*** Opening Task material ***

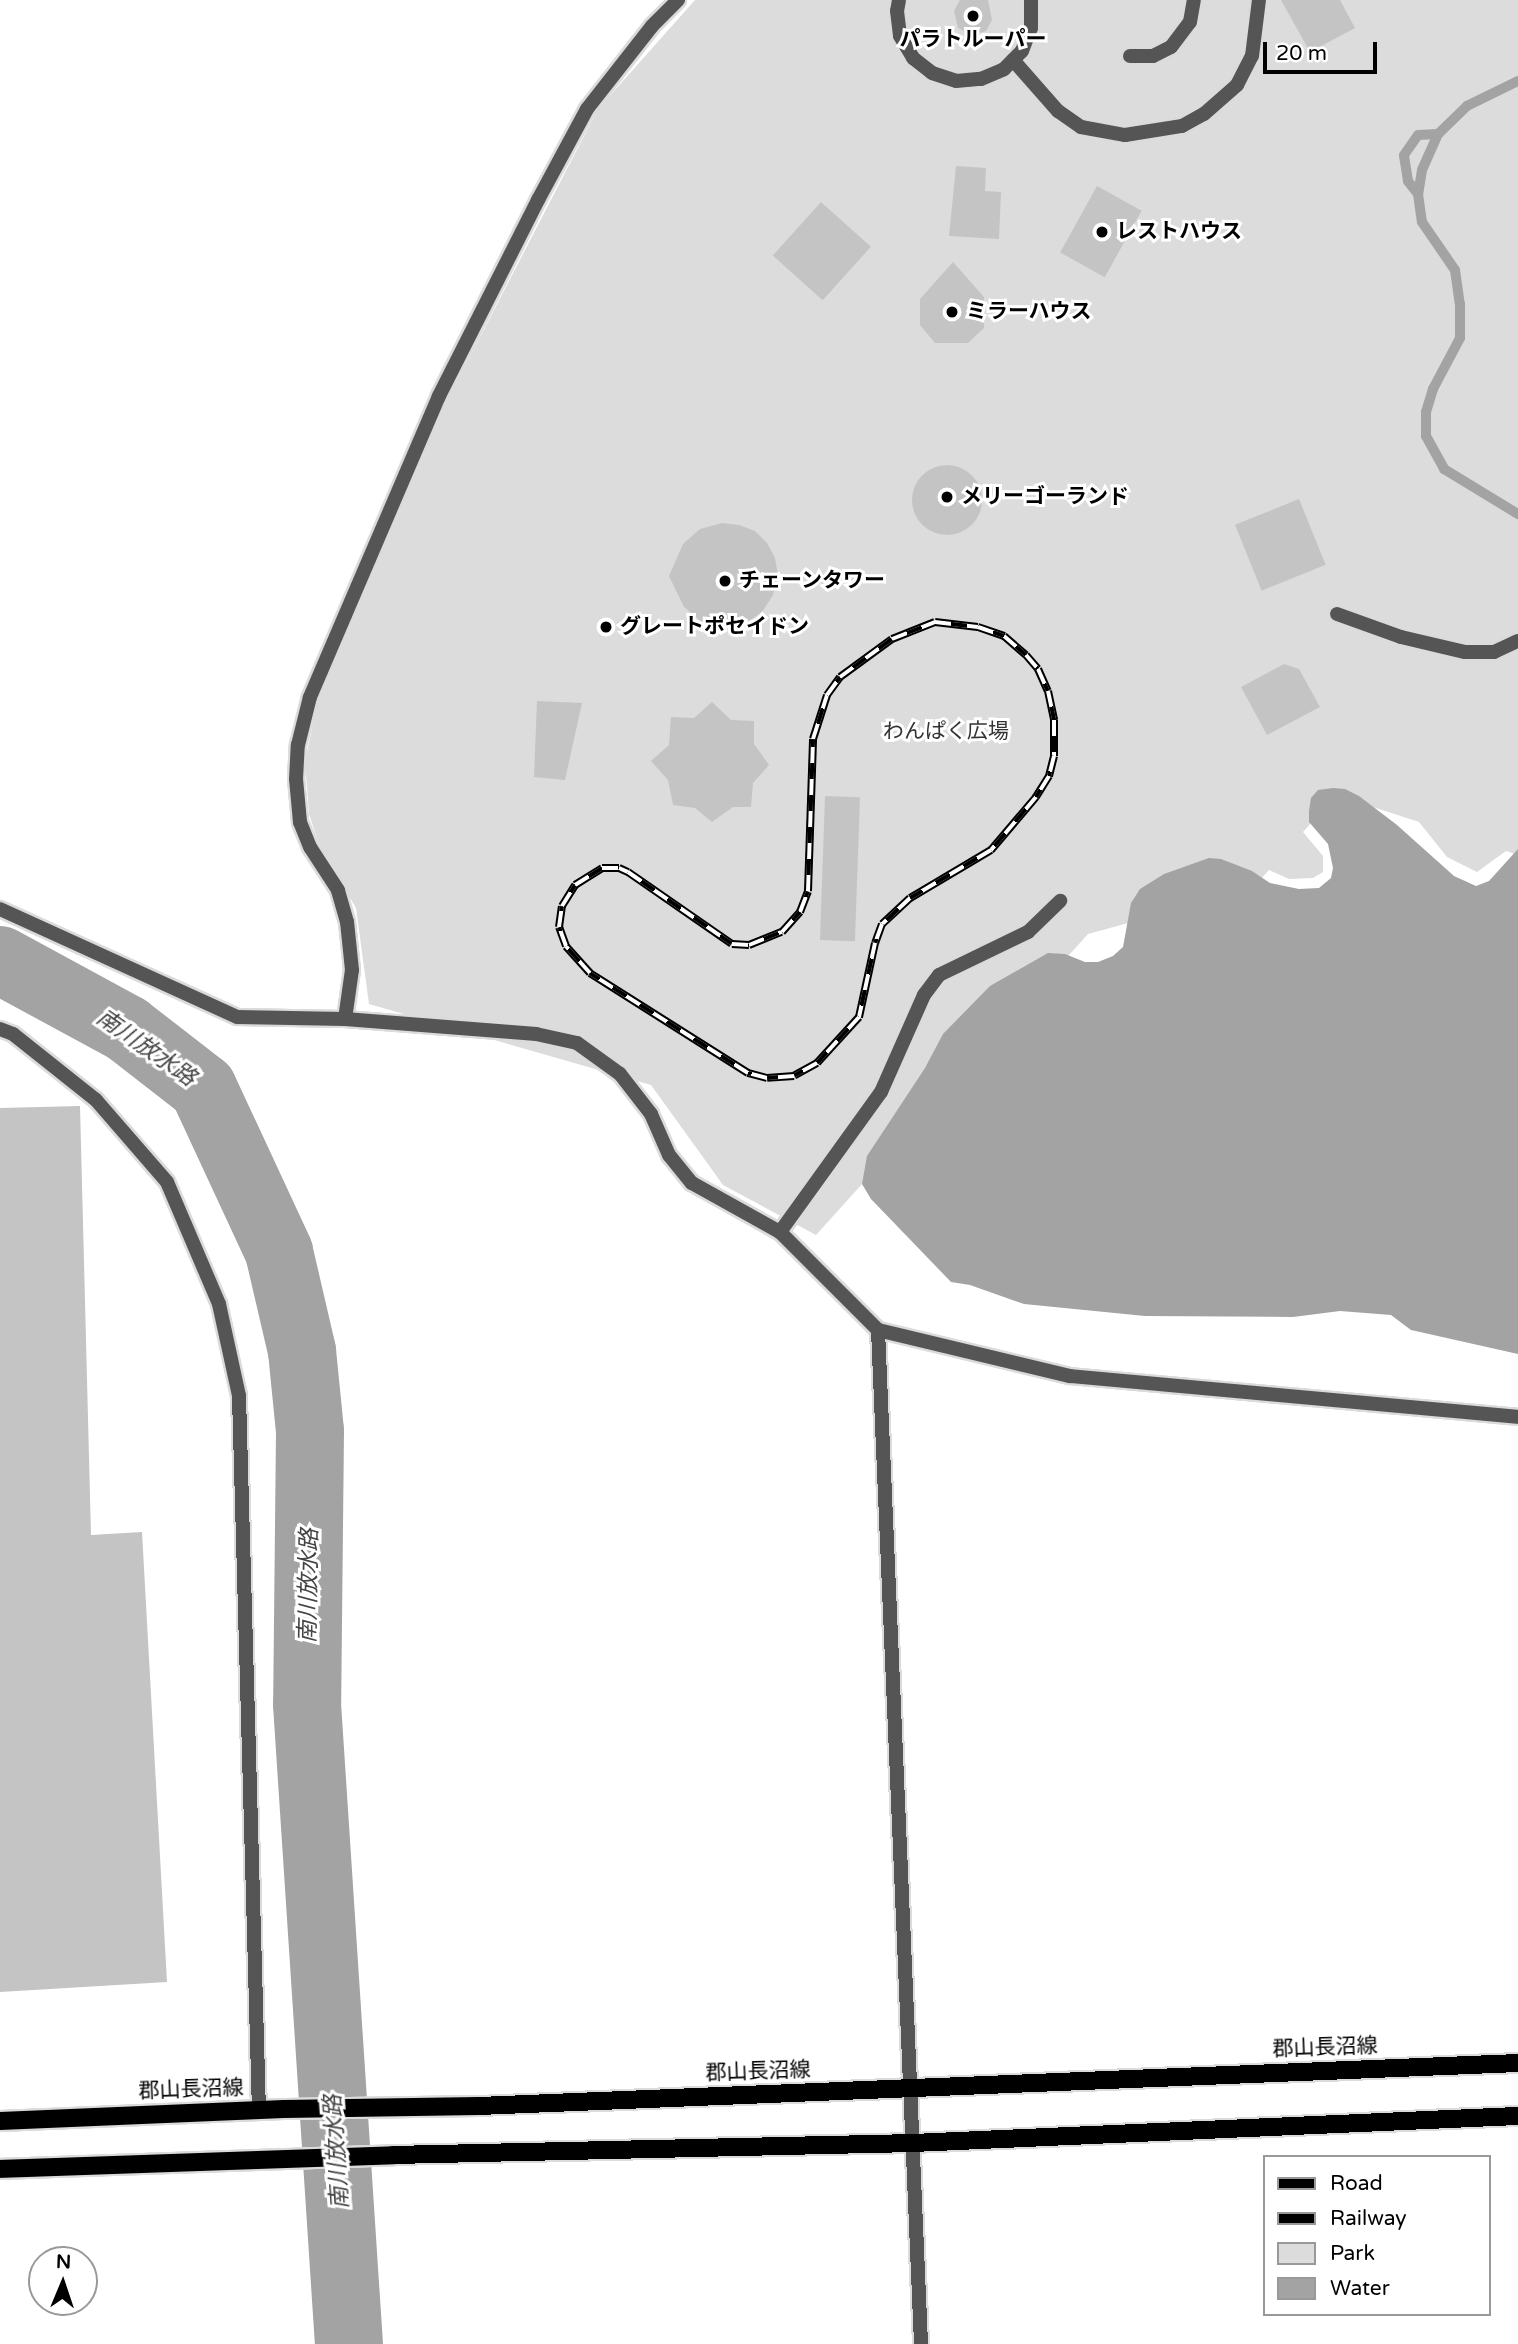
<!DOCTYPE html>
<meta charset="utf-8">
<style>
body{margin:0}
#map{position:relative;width:1518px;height:2344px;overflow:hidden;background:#fff;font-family:"Varela Round","Noto Sans JP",sans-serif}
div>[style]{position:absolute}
.green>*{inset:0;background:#dcdcdc}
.water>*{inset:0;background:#a3a3a3}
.stream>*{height:10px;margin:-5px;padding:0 5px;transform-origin:5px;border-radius:5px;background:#a3a3a3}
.river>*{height:68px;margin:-34px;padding:0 34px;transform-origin:34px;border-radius:34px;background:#a3a3a3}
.building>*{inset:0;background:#c4c4c4;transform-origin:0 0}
.round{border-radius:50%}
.roads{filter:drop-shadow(2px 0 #dbdbdb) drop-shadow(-2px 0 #dbdbdb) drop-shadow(0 2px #dbdbdb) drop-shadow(0 -2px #dbdbdb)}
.lane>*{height:14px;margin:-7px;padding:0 7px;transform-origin:7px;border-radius:7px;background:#555}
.street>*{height:14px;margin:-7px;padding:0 7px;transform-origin:7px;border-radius:7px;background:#555}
.primary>*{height:18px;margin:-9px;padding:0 9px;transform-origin:9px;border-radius:9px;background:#000}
.rail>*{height:8px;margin-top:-4px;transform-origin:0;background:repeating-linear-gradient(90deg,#fff 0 16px,#000 0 32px);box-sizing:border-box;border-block:2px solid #000}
.dots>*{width:19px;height:19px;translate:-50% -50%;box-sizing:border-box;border:4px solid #fff;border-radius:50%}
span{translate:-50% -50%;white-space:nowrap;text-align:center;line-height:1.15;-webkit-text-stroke:6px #fff;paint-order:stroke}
.poi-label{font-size:21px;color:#000;font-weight:700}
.left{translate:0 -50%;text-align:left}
.park-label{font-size:21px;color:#333}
.street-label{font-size:21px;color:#000}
.water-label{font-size:23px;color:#444;font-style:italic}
.legend{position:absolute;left:1263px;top:2155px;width:228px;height:161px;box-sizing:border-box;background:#fff;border:2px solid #999;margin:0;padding:9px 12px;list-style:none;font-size:21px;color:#000}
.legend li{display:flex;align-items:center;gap:14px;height:35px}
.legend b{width:35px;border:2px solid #999}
.north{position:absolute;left:28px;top:2246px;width:70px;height:70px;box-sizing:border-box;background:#fff;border:2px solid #999;border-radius:50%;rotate:2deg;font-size:19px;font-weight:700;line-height:28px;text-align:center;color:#000}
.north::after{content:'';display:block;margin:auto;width:24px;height:32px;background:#000;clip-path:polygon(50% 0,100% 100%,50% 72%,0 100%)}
.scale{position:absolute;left:1263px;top:42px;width:114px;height:32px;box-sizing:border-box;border:4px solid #000;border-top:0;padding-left:9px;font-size:21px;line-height:24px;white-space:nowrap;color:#000;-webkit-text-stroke:5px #fff;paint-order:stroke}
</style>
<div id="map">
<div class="green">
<div style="clip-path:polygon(695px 0,1518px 0,1518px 855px,1506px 851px,1477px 872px,1447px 857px,1419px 822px,1336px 795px,1303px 832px,1323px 856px,1323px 872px,1313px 878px,1289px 879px,1269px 870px,1252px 889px,1088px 934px,816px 1235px,723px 1185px,651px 1085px,369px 1004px,356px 908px,319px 845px,309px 814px,305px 761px,320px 690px,438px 418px,598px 109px)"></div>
</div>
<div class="water">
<div style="clip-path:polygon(1333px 788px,1345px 789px,1359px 796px,1397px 825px,1454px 876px,1476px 886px,1489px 881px,1518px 849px,1518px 1354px,1411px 1330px,1391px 1315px,1340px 1311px,1293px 1317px,1145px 1316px,1024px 1304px,970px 1285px,951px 1282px,871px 1199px,862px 1184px,867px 1156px,925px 1068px,943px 1034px,990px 986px,1048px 953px,1065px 954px,1085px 962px,1098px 962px,1113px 956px,1123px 947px,1131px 903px,1140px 889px,1164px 874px,1209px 858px,1221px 859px,1252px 871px,1270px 883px,1299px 889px,1319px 888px,1331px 878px,1333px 868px,1328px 844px,1309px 822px,1309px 811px,1311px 798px,1318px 790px)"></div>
</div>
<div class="stream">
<div style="left:1518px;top:81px;width:57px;rotate:153.9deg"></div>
<div style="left:1467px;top:106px;width:40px;rotate:136deg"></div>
<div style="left:1438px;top:134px;width:39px;rotate:114deg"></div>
<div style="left:1422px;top:170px;width:24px;rotate:99deg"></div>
<div style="left:1418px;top:194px;width:28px;rotate:82deg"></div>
<div style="left:1422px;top:222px;width:58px;rotate:55.5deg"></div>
<div style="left:1455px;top:270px;width:34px;rotate:82deg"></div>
<div style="left:1460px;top:304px;width:34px;rotate:90deg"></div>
<div style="left:1460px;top:338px;width:58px;rotate:117.9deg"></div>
<div style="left:1433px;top:389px;width:24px;rotate:107deg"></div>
<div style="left:1426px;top:412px;width:24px;rotate:90deg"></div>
<div style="left:1426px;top:436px;width:38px;rotate:61deg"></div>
<div style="left:1444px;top:469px;width:87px;rotate:31.3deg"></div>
<div style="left:1418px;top:194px;width:16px;rotate:-128deg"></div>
<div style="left:1408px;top:181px;width:26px;rotate:-99deg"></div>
<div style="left:1404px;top:155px;width:24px;rotate:-55deg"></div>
<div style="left:1418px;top:135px;width:20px;rotate:-3deg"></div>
</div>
<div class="river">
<div style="left:0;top:960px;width:145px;rotate:28.5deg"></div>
<div style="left:127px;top:1029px;width:96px;rotate:37.8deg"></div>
<div style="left:203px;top:1088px;width:181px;rotate:65.1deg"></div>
<div style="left:279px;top:1252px;width:102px;rotate:76.9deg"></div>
<div style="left:302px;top:1351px;width:80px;rotate:84.3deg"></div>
<div style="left:310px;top:1431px;width:273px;rotate:90.6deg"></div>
<div style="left:307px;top:1704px;width:641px;rotate:86.25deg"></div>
</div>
<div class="building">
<div style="clip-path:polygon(960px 0,988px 0,992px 20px,986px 31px,973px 35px,958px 28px,954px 11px)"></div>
<div style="clip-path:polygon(1281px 0,1340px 0,1355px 28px,1310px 52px)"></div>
<div style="clip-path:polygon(956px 166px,986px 168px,985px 191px,1001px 192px,999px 239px,949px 236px)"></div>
<div style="left:1097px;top:186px;width:51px;height:76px;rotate:29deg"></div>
<div style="left:821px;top:202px;width:67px;height:72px;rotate:42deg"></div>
<div style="clip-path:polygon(953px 262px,984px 297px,984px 328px,968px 343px,935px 343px,920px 325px,920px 299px)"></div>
<div class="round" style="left:912px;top:465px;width:70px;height:70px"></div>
<div style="left:1299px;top:499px;width:71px;height:69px;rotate:68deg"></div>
<div style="clip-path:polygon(722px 523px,739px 525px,755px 531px,767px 543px,775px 558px,778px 575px,773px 595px,762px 612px,744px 624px,724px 627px,702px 622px,684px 607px,669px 576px,683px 544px,700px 529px)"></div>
<div style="clip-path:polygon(1284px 664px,1299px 669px,1320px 707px,1267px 735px,1241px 687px)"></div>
<div style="clip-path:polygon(537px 701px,582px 703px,565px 780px,534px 777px)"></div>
<div style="clip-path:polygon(712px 702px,731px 720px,754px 721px,754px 744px,769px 765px,753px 783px,751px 807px,733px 807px,712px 822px,695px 808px,673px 805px,668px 780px,651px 761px,669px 745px,671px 717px,694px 718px)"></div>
<div style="left:825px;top:796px;width:35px;height:144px;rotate:2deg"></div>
<div style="clip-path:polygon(80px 1106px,91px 1535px,142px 1532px,167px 1982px,0 1992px,0 1108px)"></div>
</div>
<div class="roads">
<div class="lane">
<div style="left:899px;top:0;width:11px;rotate:100deg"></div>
<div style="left:897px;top:11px;width:25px;rotate:83deg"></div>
<div style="left:900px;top:36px;width:26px;rotate:59deg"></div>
<div style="left:913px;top:58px;width:24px;rotate:38deg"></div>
<div style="left:932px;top:73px;width:25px;rotate:18deg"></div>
<div style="left:956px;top:81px;width:25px;rotate:-5deg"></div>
<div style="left:981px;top:79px;width:25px;rotate:-23deg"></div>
<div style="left:1004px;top:69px;width:25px;rotate:-45deg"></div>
<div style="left:1022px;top:51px;width:25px;rotate:-69deg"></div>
<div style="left:1031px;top:28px;width:28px;rotate:-90deg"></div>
<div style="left:1130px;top:56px;width:23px"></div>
<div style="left:1153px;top:56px;width:20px;rotate:-27deg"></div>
<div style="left:1171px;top:47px;width:31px;rotate:-53deg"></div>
<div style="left:1190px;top:22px;width:22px;rotate:-80deg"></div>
<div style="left:1013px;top:60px;width:68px;rotate:48.6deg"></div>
<div style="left:1058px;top:111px;width:28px;rotate:35deg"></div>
<div style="left:1081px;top:127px;width:45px;rotate:10.3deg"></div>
<div style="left:1125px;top:135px;width:58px;rotate:-9deg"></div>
<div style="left:1182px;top:126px;width:25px;rotate:-29deg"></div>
<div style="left:1204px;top:114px;width:44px;rotate:-41.3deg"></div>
<div style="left:1237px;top:85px;width:33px;rotate:-63deg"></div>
<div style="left:1252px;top:56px;width:56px;rotate:-82.9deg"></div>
<div style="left:1337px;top:614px;width:68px;rotate:19.8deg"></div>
<div style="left:1401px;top:637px;width:66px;rotate:13.2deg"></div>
<div style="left:1465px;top:652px;width:29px"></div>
<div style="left:1494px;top:652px;width:26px;rotate:-25deg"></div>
<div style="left:0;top:1029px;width:14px;rotate:21deg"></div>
<div style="left:13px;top:1034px;width:106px;rotate:38.5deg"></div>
<div style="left:96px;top:1100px;width:108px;rotate:49.1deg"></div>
<div style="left:167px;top:1182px;width:133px;rotate:66.9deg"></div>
<div style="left:219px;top:1304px;width:94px;rotate:77.7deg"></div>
<div style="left:239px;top:1396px;width:714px;rotate:88.4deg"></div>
</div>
<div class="street">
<div style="left:0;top:909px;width:260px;rotate:24.5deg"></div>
<div style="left:237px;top:1017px;width:108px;rotate:1.1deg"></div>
<div style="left:345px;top:1019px;width:49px;rotate:-81.9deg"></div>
<div style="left:352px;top:970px;width:48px;rotate:-95.9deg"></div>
<div style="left:347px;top:922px;width:33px;rotate:-106deg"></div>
<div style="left:338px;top:890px;width:51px;rotate:-123.1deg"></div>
<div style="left:310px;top:847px;width:27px;rotate:-112deg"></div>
<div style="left:300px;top:822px;width:43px;rotate:-95.3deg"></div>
<div style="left:296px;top:779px;width:34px;rotate:-87deg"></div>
<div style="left:298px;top:745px;width:49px;rotate:-76deg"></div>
<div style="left:310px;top:697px;width:327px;rotate:-66.8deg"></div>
<div style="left:439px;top:396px;width:220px;rotate:-63.2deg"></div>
<div style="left:538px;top:200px;width:103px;rotate:-61.7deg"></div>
<div style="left:587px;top:109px;width:105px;rotate:-51.9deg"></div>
<div style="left:652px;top:26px;width:37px;rotate:-45deg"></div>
<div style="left:345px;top:1019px;width:192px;rotate:4.5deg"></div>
<div style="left:536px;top:1034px;width:42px;rotate:12.4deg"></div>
<div style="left:577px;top:1043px;width:53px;rotate:35.8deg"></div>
<div style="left:620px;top:1074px;width:51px;rotate:52.2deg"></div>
<div style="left:651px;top:1114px;width:45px;rotate:66.3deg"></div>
<div style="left:669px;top:1155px;width:36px;rotate:51deg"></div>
<div style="left:692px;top:1183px;width:101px;rotate:29.1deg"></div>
<div style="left:780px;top:1232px;width:139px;rotate:45deg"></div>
<div style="left:878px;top:1330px;width:197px;rotate:13.5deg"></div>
<div style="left:1070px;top:1376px;width:450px;rotate:5.2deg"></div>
<div style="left:780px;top:1232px;width:173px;rotate:-54.2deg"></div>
<div style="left:881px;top:1092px;width:106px;rotate:-66.1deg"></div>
<div style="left:924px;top:995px;width:25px;rotate:-53deg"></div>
<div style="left:939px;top:975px;width:99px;rotate:-25.8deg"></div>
<div style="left:1028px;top:932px;width:45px;rotate:-44.1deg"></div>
<div style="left:878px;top:1330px;width:1015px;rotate:87.57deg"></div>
</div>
<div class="primary">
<div style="left:0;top:2121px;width:284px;rotate:-2.4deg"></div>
<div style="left:284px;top:2109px;width:195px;rotate:-0.9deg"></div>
<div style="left:479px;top:2106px;width:1040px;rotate:-2.37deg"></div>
<div style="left:0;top:2169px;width:393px;rotate:-2deg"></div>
<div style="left:393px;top:2155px;width:520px;rotate:-1.32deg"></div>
<div style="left:913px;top:2143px;width:606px;rotate:-2.56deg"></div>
</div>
</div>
<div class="rail">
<div style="left:935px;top:622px;width:43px;rotate:6.6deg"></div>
<div style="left:978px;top:627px;width:28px;rotate:19deg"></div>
<div style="left:1004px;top:636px;width:29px;rotate:41deg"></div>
<div style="left:1026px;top:655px;width:18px;rotate:49deg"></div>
<div style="left:1038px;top:669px;width:24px;rotate:66deg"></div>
<div style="left:1048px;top:691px;width:30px;rotate:78deg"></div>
<div style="left:1054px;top:720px;width:36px;rotate:90deg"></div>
<div style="left:1054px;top:756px;width:21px;rotate:104deg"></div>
<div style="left:1049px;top:776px;width:25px;rotate:122deg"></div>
<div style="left:1036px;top:797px;width:70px;rotate:130.3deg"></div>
<div style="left:991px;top:850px;width:94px;rotate:149.3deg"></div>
<div style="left:910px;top:898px;width:38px;rotate:137deg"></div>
<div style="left:882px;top:924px;width:20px;rotate:110deg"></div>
<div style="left:875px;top:943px;width:76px;rotate:102.2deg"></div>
<div style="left:859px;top:1017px;width:62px;rotate:132.4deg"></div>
<div style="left:817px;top:1063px;width:26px;rotate:151deg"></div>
<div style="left:794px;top:1076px;width:27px;rotate:176deg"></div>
<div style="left:767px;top:1078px;width:20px;rotate:-165deg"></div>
<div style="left:748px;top:1073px;width:187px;rotate:-147.7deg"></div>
<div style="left:590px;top:973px;width:36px;rotate:-132deg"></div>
<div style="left:566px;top:946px;width:20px;rotate:-110deg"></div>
<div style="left:559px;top:927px;width:21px;rotate:-82deg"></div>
<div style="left:562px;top:906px;width:25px;rotate:-58deg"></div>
<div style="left:575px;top:885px;width:32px;rotate:-32deg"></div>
<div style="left:602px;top:868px;width:17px"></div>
<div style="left:619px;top:868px;width:10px;rotate:24deg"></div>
<div style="left:628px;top:872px;width:126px;rotate:34.7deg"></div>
<div style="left:732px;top:944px;width:17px;rotate:3deg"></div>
<div style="left:749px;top:945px;width:35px;rotate:-22deg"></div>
<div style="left:782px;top:932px;width:27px;rotate:-48deg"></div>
<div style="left:800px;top:912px;width:22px;rotate:-69deg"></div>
<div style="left:808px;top:891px;width:152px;rotate:-88.1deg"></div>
<div style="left:813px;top:739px;width:46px;rotate:-72.3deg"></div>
<div style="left:827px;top:695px;width:22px;rotate:-54deg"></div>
<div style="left:840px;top:677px;width:64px;rotate:-36.2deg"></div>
<div style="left:892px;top:639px;width:46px;rotate:-21.6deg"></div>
</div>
<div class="dots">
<div style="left:973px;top:16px;background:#000"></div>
<div style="left:1102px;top:232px;background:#000"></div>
<div style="left:952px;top:312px;background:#000"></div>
<div style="left:947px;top:497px;background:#000"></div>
<div style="left:725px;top:581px;background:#000"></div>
<div style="left:606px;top:627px;background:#000"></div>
</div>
<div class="poi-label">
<span style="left:973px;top:40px">パラトルーパー</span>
<span class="left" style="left:1116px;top:232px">レストハウス</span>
<span class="left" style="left:966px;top:312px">ミラーハウス</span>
<span class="left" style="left:961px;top:497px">メリーゴーランド</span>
<span class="left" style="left:739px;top:581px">チェーンタワー</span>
<span class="left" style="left:620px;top:627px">グレートポセイドン</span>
</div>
<div class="park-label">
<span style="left:946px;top:732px">わんぱく広場</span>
</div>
<div class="street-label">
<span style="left:1325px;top:2048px;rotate:-2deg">郡山長沼線</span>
<span style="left:758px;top:2072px;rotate:-2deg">郡山長沼線</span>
<span style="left:191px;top:2090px;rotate:-2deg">郡山長沼線</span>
</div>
<div class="water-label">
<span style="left:146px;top:1048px;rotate:35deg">南川放水路</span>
<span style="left:309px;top:1586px;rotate:-89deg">南川放水路</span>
<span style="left:337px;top:2152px;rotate:-94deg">南川放水路</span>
</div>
<ul class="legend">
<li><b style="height:9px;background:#000"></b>Road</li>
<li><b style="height:9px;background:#000"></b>Railway</li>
<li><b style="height:19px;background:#dcdcdc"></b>Park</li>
<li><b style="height:19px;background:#a3a3a3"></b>Water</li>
</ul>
<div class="north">N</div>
<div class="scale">20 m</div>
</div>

*** Closing Task material ***

◆ About this exercise ◆
Search the records for the word "lane" and return every line that holds it.

◆ Answer to the exercise ◆
.lane>*{height:14px;margin:-7px;padding:0 7px;transform-origin:7px;border-radius:7px;background:#555}
<div class="lane">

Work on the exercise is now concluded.